─── Data
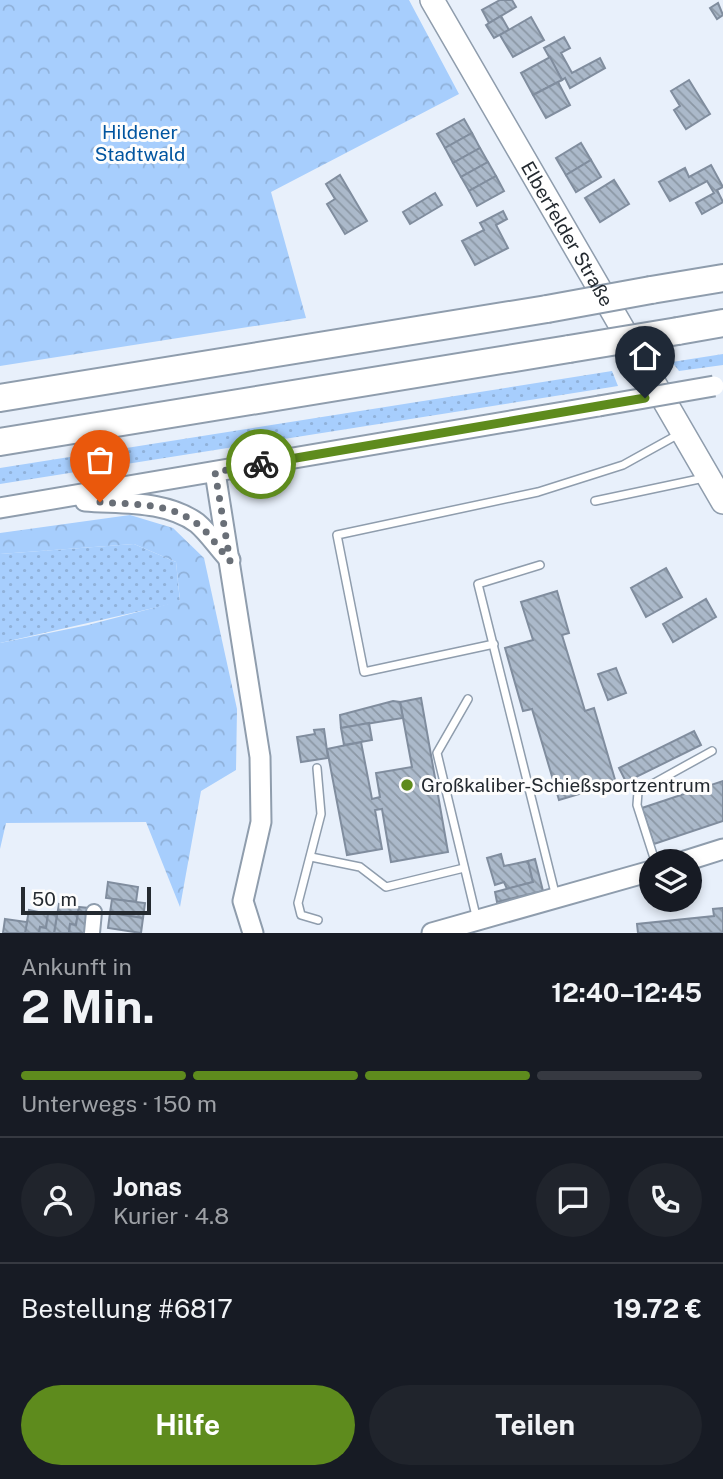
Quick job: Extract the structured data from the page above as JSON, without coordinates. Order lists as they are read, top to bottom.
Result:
{
  "streets": {
    "main road": ["Elberfelder Straße"]
  },
  "parks": ["Hildener Stadtwald"],
  "places": ["Großkaliber-Schießsportzentrum"],
  "scale_bar": "50 m",
  "page": {
    "scale": "50 m",
    "heading": ["2 Min.", "Ankunft in", "12:40–12:45"],
    "panel": [
      "Jonas",
      "Kurier · 4.8",
      "Bestellung #6817",
      "19.72 €"
    ],
    "bar": "Unterwegs · 150 m",
    "buttons": ["Hilfe", "Teilen"]
  }
}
──────
Exercise directions -> What the answer must hold: all the data above, given again exactly, without pictures.

Solution to this problem ->
Quick job: Extract the structured data from the page above as JSON, without coordinates. Order lists as they are read, top to bottom.
Result:
{
  "streets": {
    "main road": ["Elberfelder Straße"]
  },
  "parks": ["Hildener Stadtwald"],
  "places": ["Großkaliber-Schießsportzentrum"],
  "scale_bar": "50 m",
  "page": {
    "scale": "50 m",
    "heading": ["2 Min.", "Ankunft in", "12:40–12:45"],
    "panel": [
      "Jonas",
      "Kurier · 4.8",
      "Bestellung #6817",
      "19.72 €"
    ],
    "bar": "Unterwegs · 150 m",
    "buttons": ["Hilfe", "Teilen"]
  }
}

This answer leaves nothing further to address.